Collected data
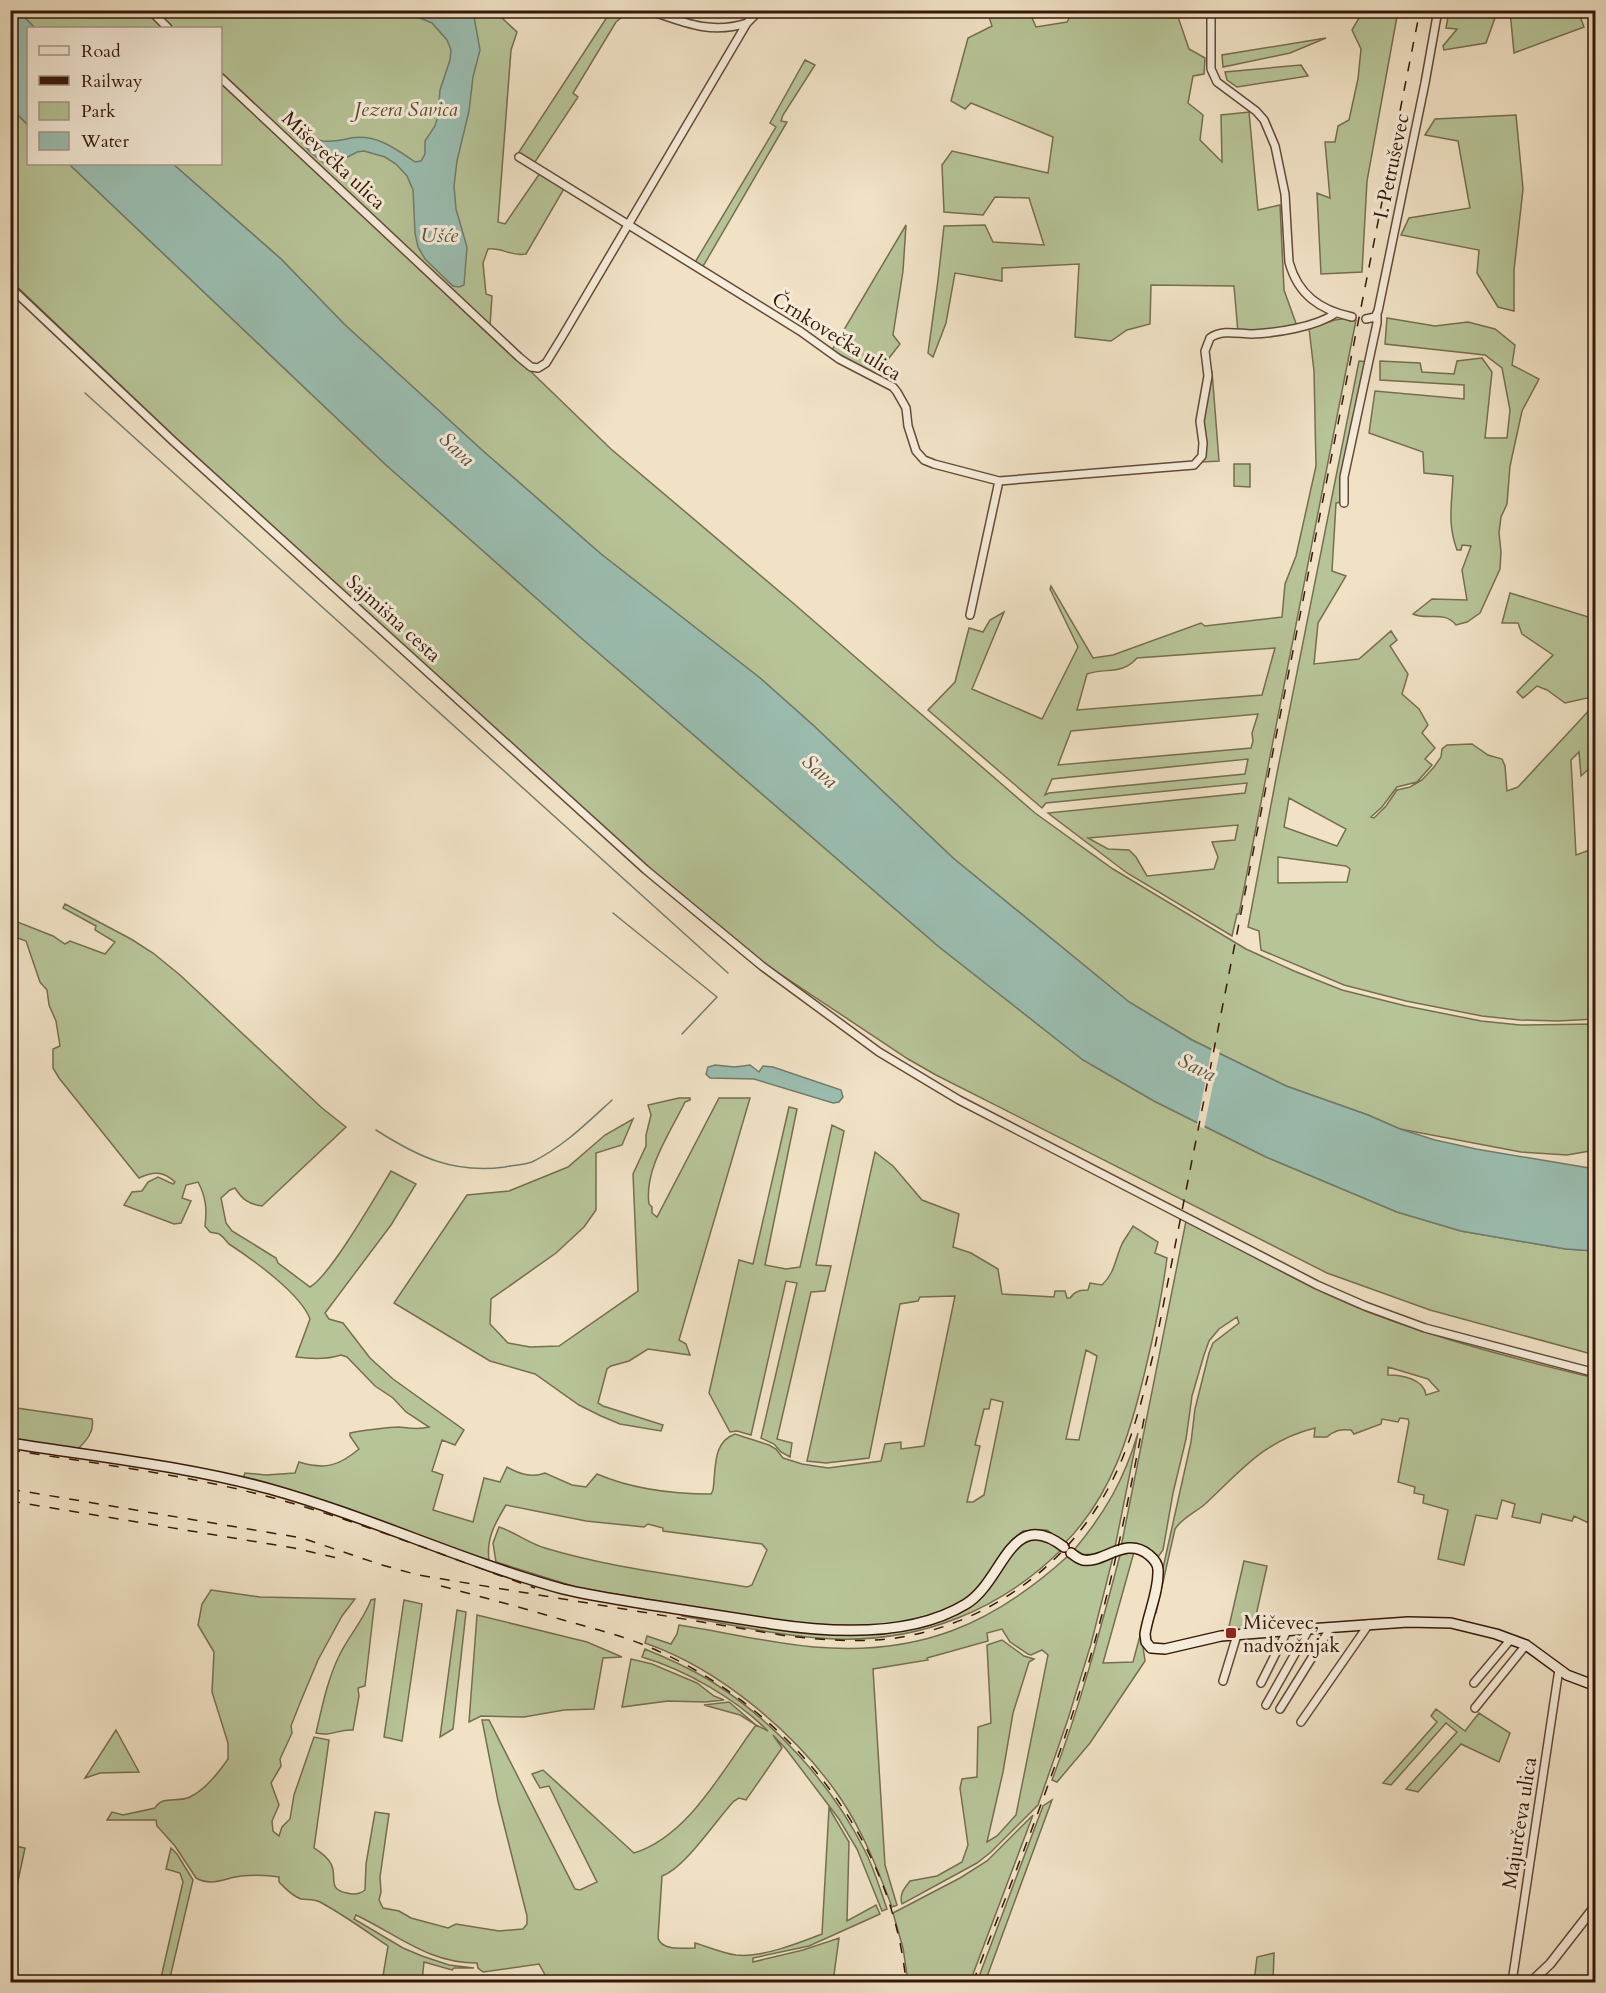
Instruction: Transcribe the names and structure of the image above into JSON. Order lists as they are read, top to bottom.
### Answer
{
  "streets": {
    "street": [
      "Miševečka ulica",
      "I. Petruševec",
      "Črnkovečka ulica",
      "Sajmišna cesta",
      "Majurčeva ulica"
    ]
  },
  "crossings": [
    ["Miševečka ulica", "Črnkovečka ulica"]
  ],
  "water": ["Ušće", "Sava"],
  "parks": ["Jezera Savica"],
  "places": {
    "transit": ["Mičevec, nadvožnjak"]
  },
  "legend": [
    "Road",
    "Railway",
    "Park",
    "Water"
  ]
}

Exercise prompt: In your copy, omit the pictures and restate every line of the data word for word.

Reply:
Instruction: Transcribe the names and structure of the image above into JSON. Order lists as they are read, top to bottom.
### Answer
{
  "streets": {
    "street": [
      "Miševečka ulica",
      "I. Petruševec",
      "Črnkovečka ulica",
      "Sajmišna cesta",
      "Majurčeva ulica"
    ]
  },
  "crossings": [
    ["Miševečka ulica", "Črnkovečka ulica"]
  ],
  "water": ["Ušće", "Sava"],
  "parks": ["Jezera Savica"],
  "places": {
    "transit": ["Mičevec, nadvožnjak"]
  },
  "legend": [
    "Road",
    "Railway",
    "Park",
    "Water"
  ]
}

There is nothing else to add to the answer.